The Department of Environment and Science (DES) monitors sea-surface temperature (SST) anomalies in key regions of the Pacific Ocean over autumn, winter and spring, and provides objective outlooks for summer (November to March) rainfall on this basis. The Climate Variability Unit of DES will provide an initial outlook for summer rainfall next month, in the April Monthly Climate Statement.
Rainfall in Queensland over spring and summer is influenced by the El Niño-Southern Oscillation (ENSO) – a coupled atmospheric and oceanic phenomenon which is strongly persistent during this period. National and international agencies monitor key ENSO indices, including the SOI and SST anomalies in the central equatorial Pacific. Over the last three-month period (December to February), SSTs in the central equatorial Pacific Ocean have been warmer than average (+0.7°C) leading some international agencies (e.g. NOAA in the USA) to classify current oceanic conditions as being in an ‘El Niño’ state. However, during this period, the SOI averaged -2.6, remaining well within ‘ENSO-neutral’ thresholds (between -6 and +6). The Australian Bureau of Meteorology, in classifying ENSO conditions, considers a range of oceanic and atmospheric indicators and, as noted, has classified current conditions as being ‘ENSO-neutral’.
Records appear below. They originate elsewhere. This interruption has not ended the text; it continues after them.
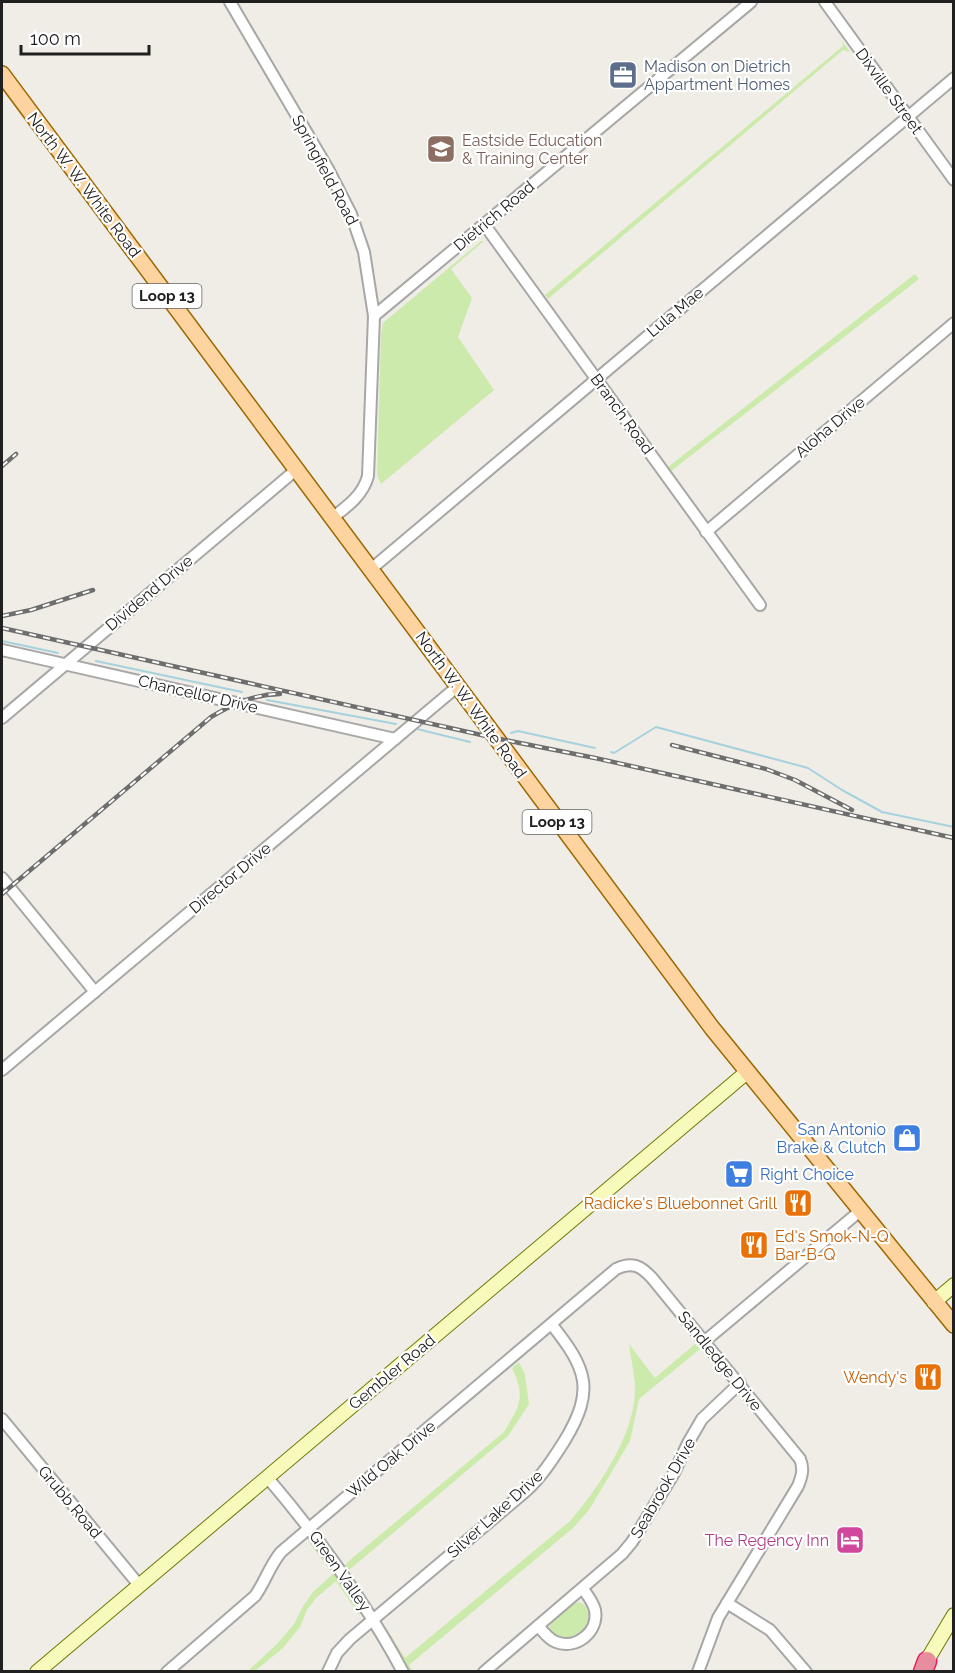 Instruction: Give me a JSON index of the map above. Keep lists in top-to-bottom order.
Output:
{
  "streets": {
    "main road": ["North W. W. White Road", "Loop 13", "Gembler Road"],
    "street": [
      "Dixville Street",
      "Springfield Road",
      "Dietrich Road",
      "Lula Mae",
      "Branch Road",
      "Aloha Drive",
      "Dividend Drive",
      "Chancellor Drive",
      "Director Drive",
      "Sandledge Drive",
      "Wild Oak Drive",
      "Seabrook Drive",
      "Grubb Road",
      "Silver Lake Drive",
      "Green Valley"
    ]
  },
  "crossings": [
    ["Dixville Street", "Lula Mae"],
    ["Springfield Road", "North W. W. White Road"],
    ["Springfield Road", "Dietrich Road"],
    ["North W. W. White Road", "Lula Mae"],
    ["North W. W. White Road", "Dividend Drive"],
    ["North W. W. White Road", "Director Drive"],
    ["North W. W. White Road", "Gembler Road"],
    ["Dietrich Road", "Branch Road"],
    ["Lula Mae", "Branch Road"],
    ["Branch Road", "Aloha Drive"],
    ["Dividend Drive", "Chancellor Drive"],
    ["Chancellor Drive", "Director Drive"],
    ["Sandledge Drive", "Wild Oak Drive"],
    ["Sandledge Drive", "Seabrook Drive"],
    ["Gembler Road", "Grubb Road"],
    ["Gembler Road", "Green Valley"],
    ["Wild Oak Drive", "Silver Lake Drive"],
    ["Wild Oak Drive", "Green Valley"],
    ["Silver Lake Drive", "Green Valley"]
  ],
  "places": {
    "office": ["Madison on Dietrich Appartment Homes"],
    "school or university": ["Eastside Education & Training Center"],
    "shop": ["San Antonio Brake & Clutch"],
    "supermarket": ["Right Choice"],
    "restaurant": ["Radicke's Bluebonnet Grill", "Ed's Smok-N-Q Bar-B-Q", "Wendy's"],
    "hotel": ["The Regency Inn"]
  },
  "scale_bar": "100 m"
} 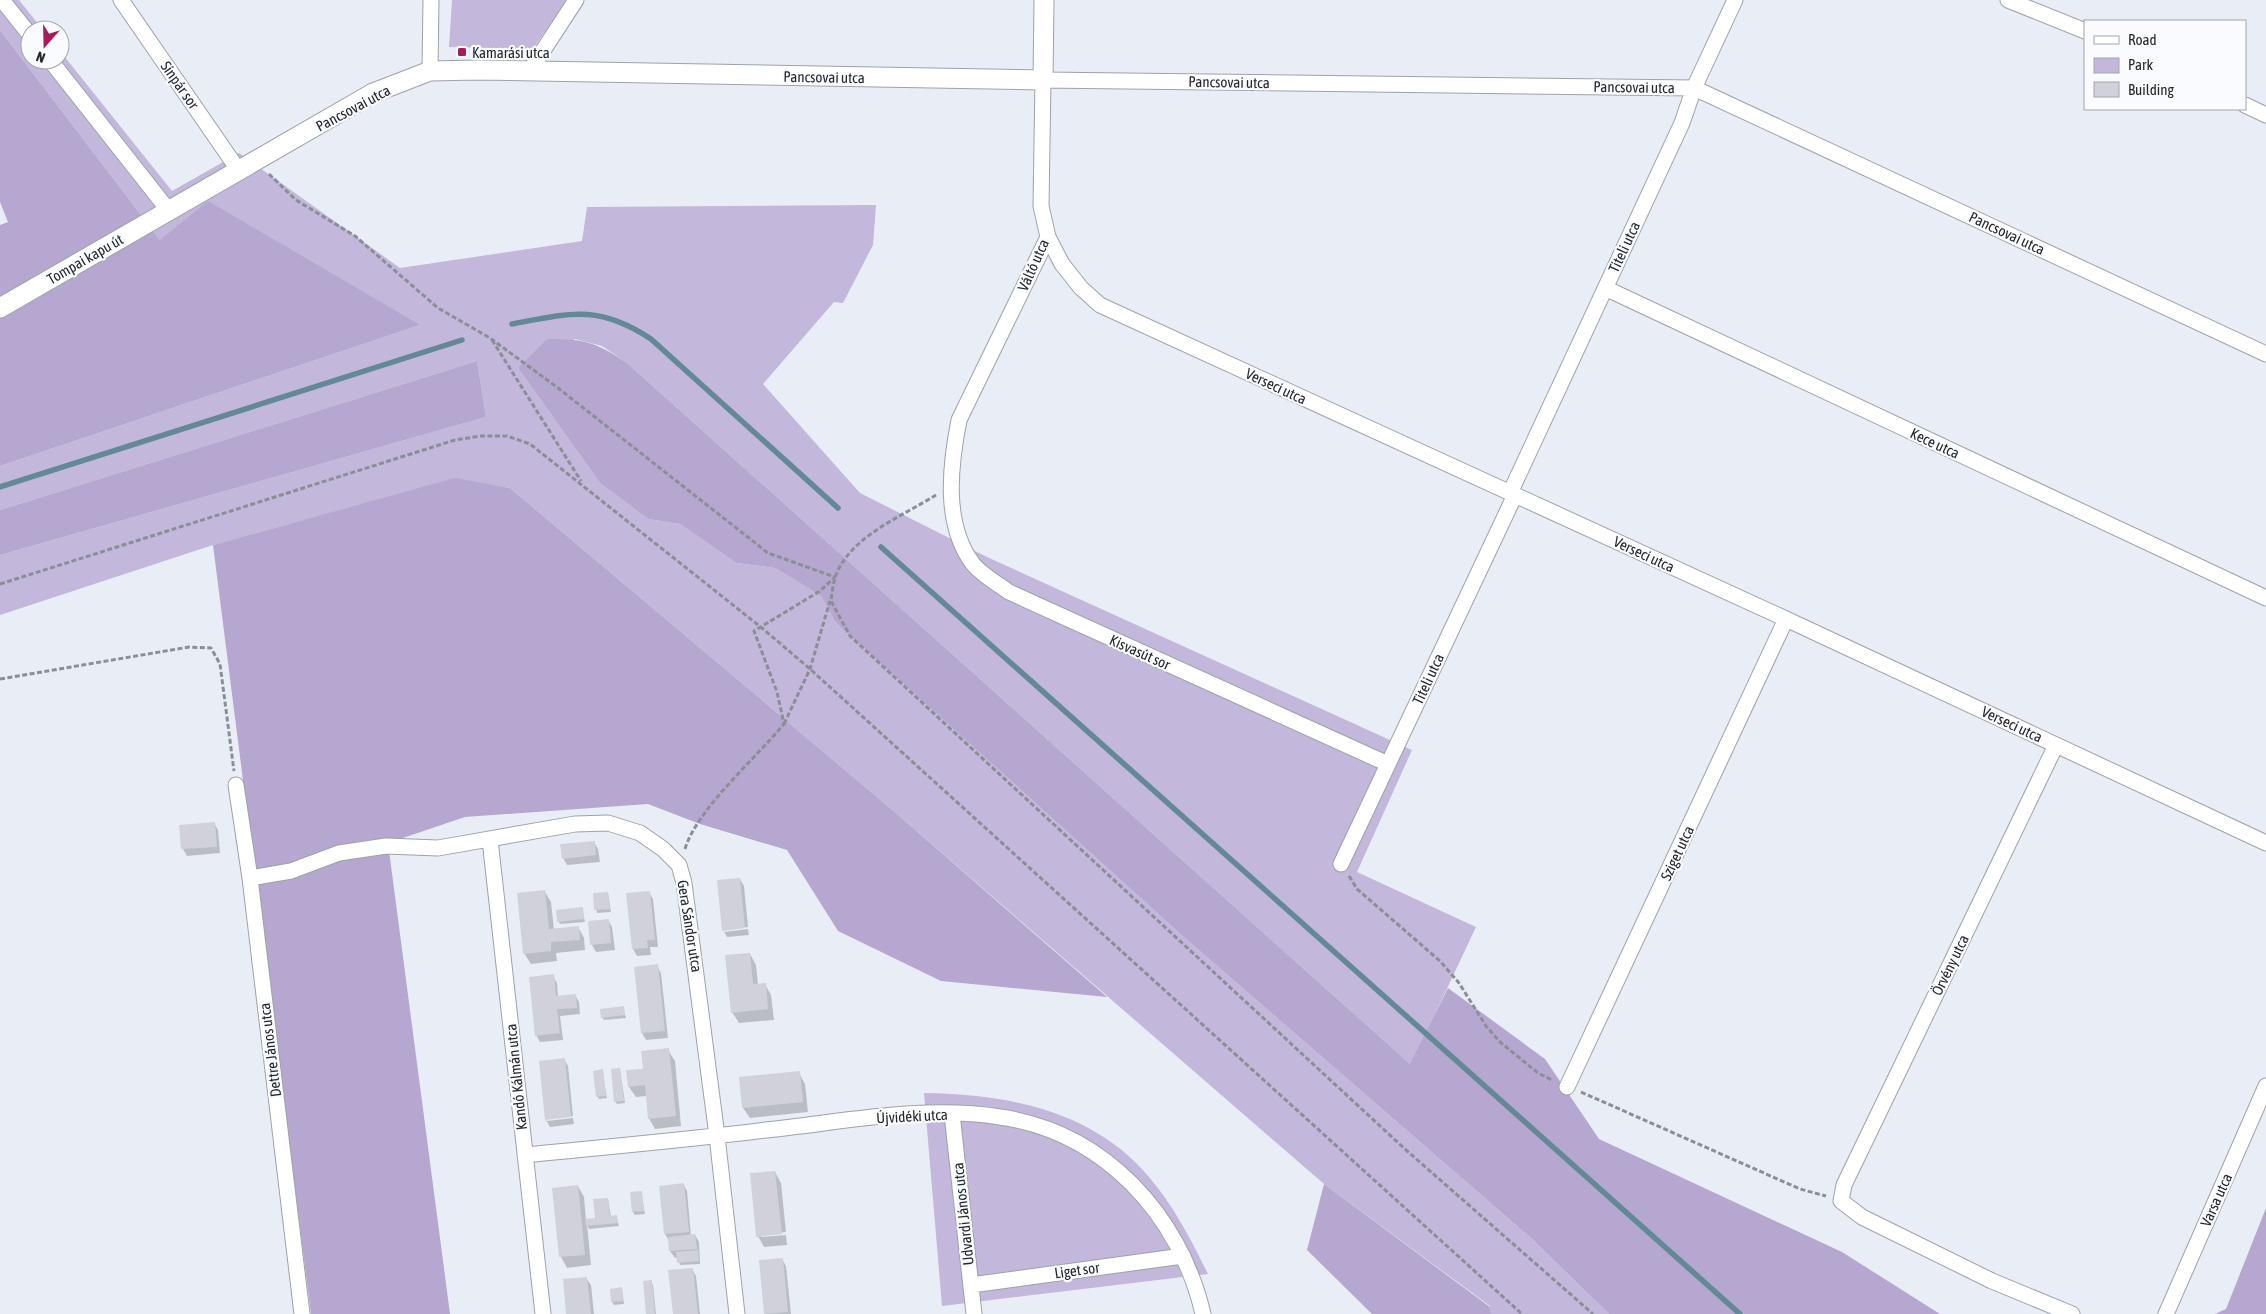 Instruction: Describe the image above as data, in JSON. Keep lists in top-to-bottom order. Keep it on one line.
{"streets":{"street":["Pancsovai utca","Sínpár sor","Titeli utca","Tompai kapu út","Váltó utca","Verseci utca","Kece utca","Kisvasút sor","Sziget utca","Gera Sándor utca","Örvény utca","Dettre János utca","Kandó Kálmán utca","Újvidéki utca","Varsa utca","Udvardi János utca","Liget sor"]},"crossings":[["Pancsovai utca","Sínpár sor"],["Pancsovai utca","Titeli utca"],["Pancsovai utca","Tompai kapu út"],["Pancsovai utca","Váltó utca"],["Titeli utca","Verseci utca"],["Titeli utca","Kece utca"],["Titeli utca","Kisvasút sor"],["Váltó utca","Verseci utca"],["Váltó utca","Kisvasút sor"],["Verseci utca","Sziget utca"],["Verseci utca","Örvény utca"],["Gera Sándor utca","Dettre János utca"],["Gera Sándor utca","Kandó Kálmán utca"],["Gera Sándor utca","Újvidéki utca"],["Kandó Kálmán utca","Újvidéki utca"],["Újvidéki utca","Udvardi János utca"],["Újvidéki utca","Liget sor"],["Udvardi János utca","Liget sor"]],"places":{"transit":["Kamarási utca"]},"legend":["Road","Park","Building"],"north":"bottom"} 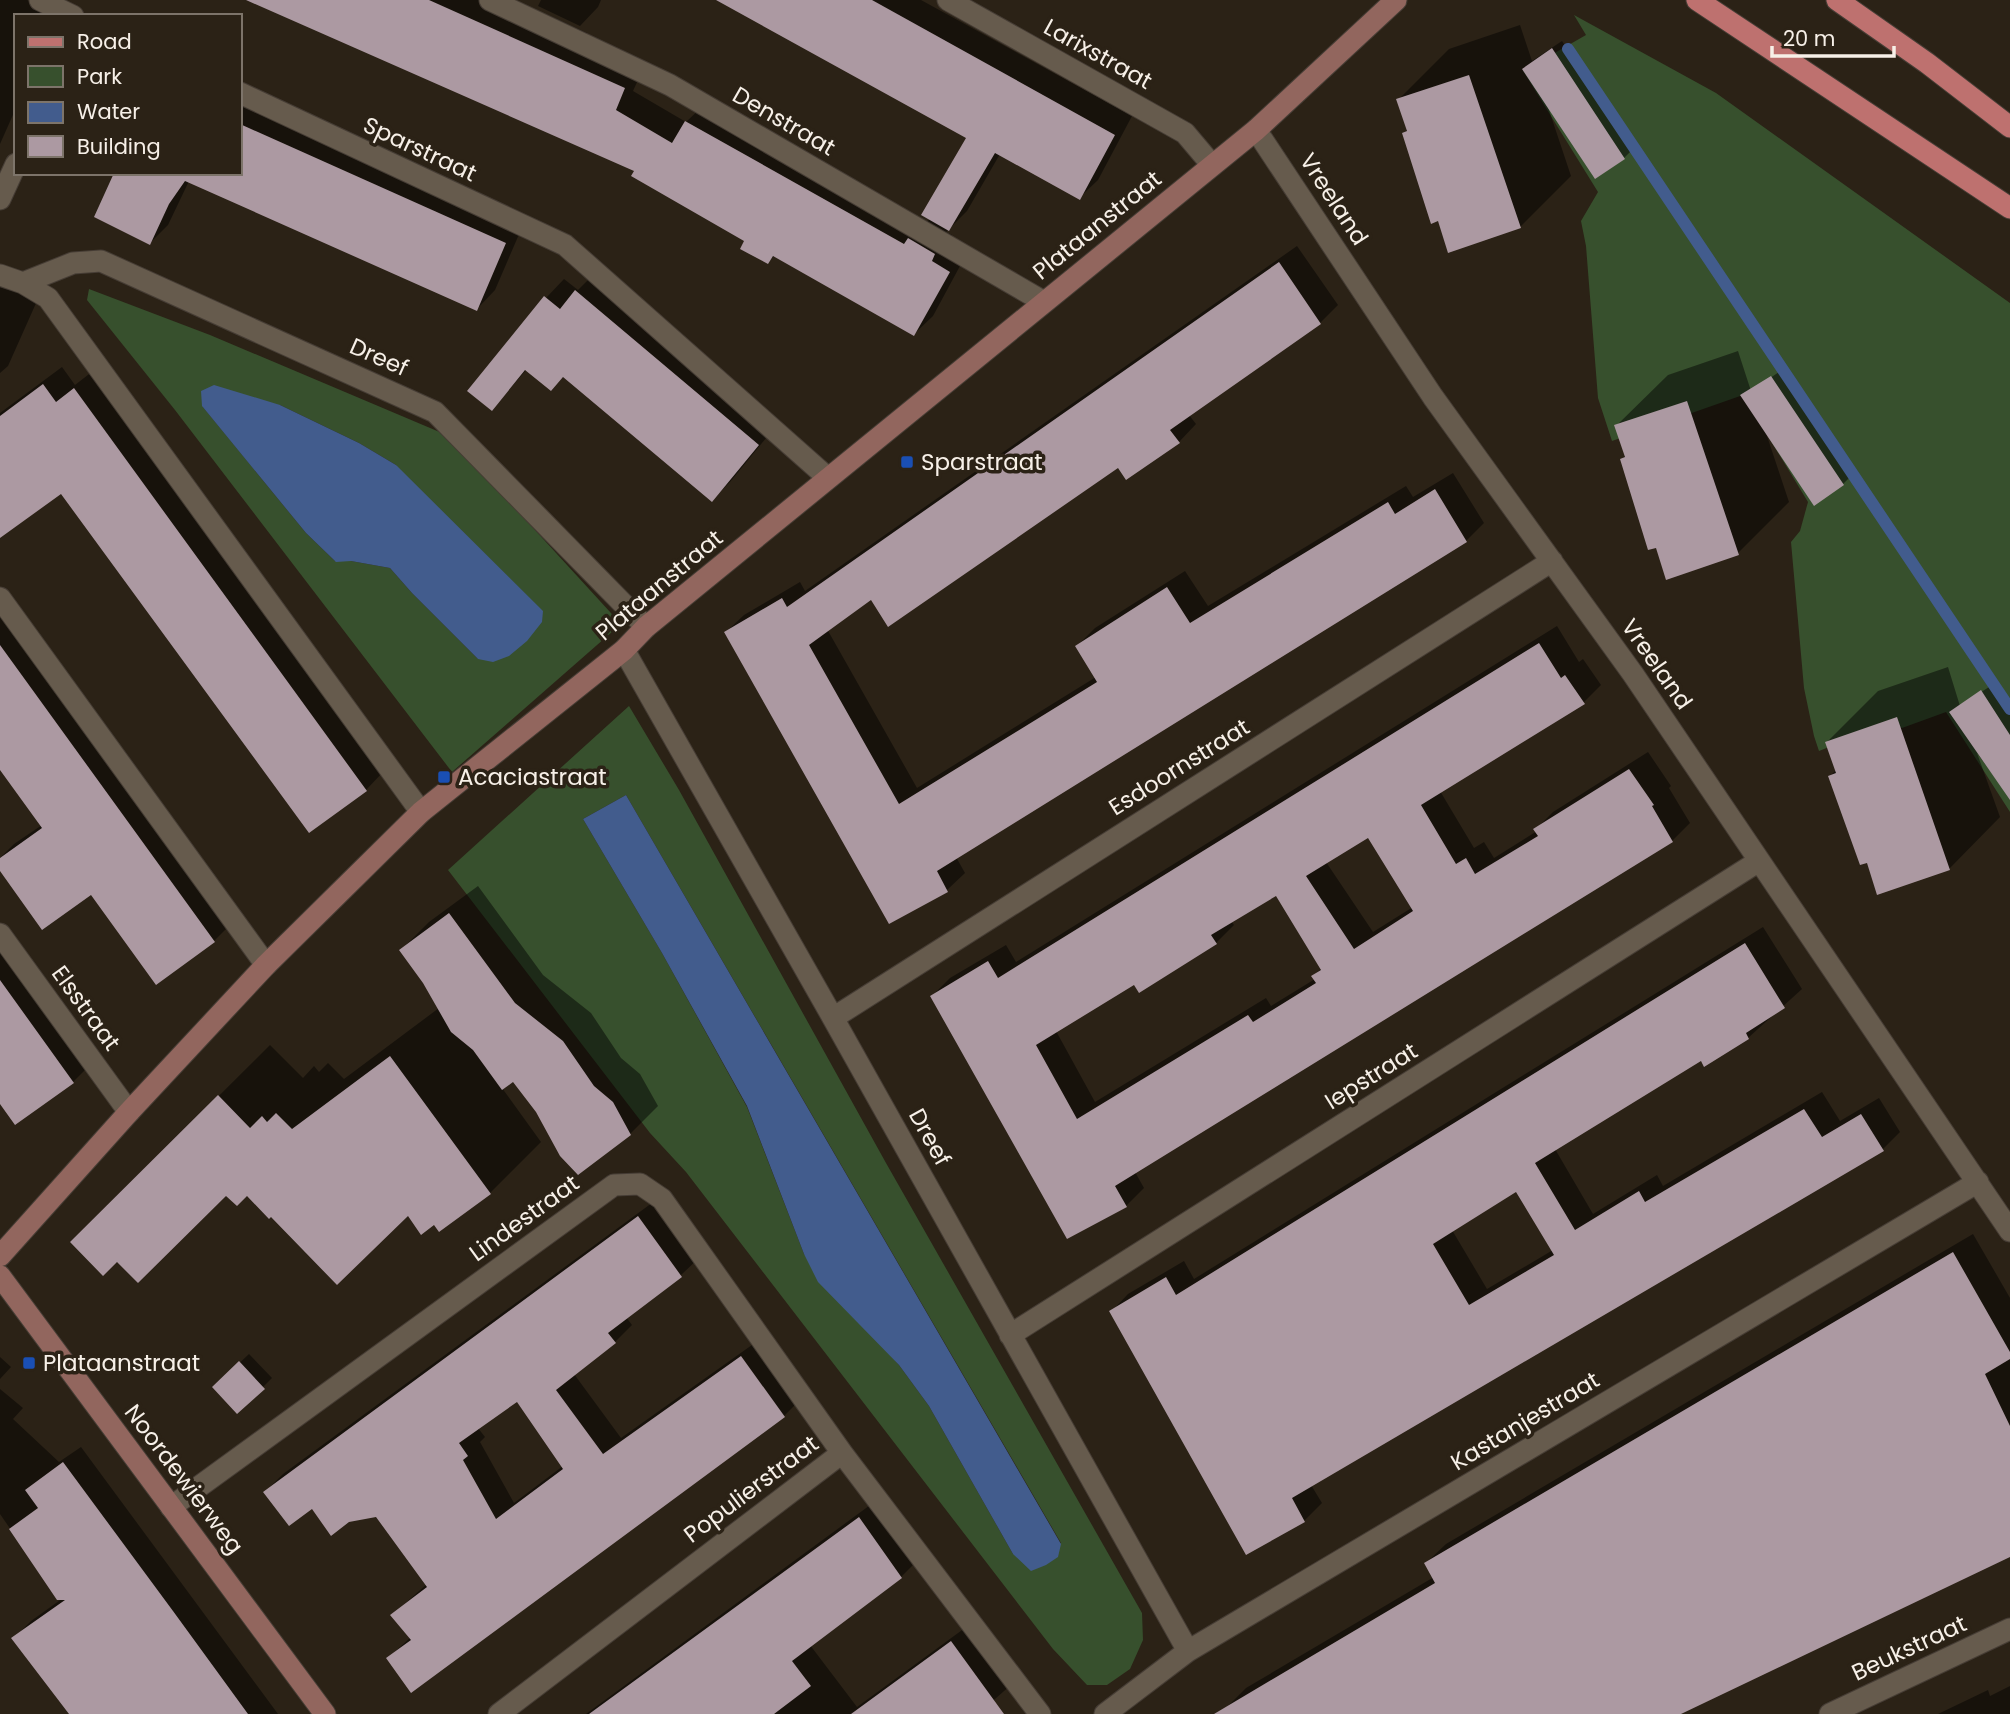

Under ‘ENSO-neutral’ conditions, spring and summer rainfall in Queensland has ranged from very low to very high. So far this summer, the northern monsoon season has been quite active. Tropical cyclones ‘Owen’ and ‘Penny’ brought high rainfall to parts of north Queensland in mid-December and early January respectively. Persistent monsoonal activity over the first two weeks of February resulted in extensive flooding across coastal and inland parts of northern Queensland. As a result, rainfall over the last three months (December to February) has ranged from extremely high to extremely low depending on location in Queensland (see map in PDF).
El Niño and La Niña events tend to break down in autumn leading to what is known as the ‘autumn predictability gap’. At this time of year, key ENSO indices, including the Southern Oscillation Index (SOI) and SST anomalies in the central equatorial Pacific, do not provide a reliable indication of rainfall for the season ahead.
As noted, DES will provide an initial outlook for summer rainfall in April. This long-lead outlook will be based on an extra-tropical SST pattern, which is unrelated to the ENSO signal at this time of year. Updated outlooks will be provided from June to November, taking into account the evolving ENSO-related SST pattern during this period.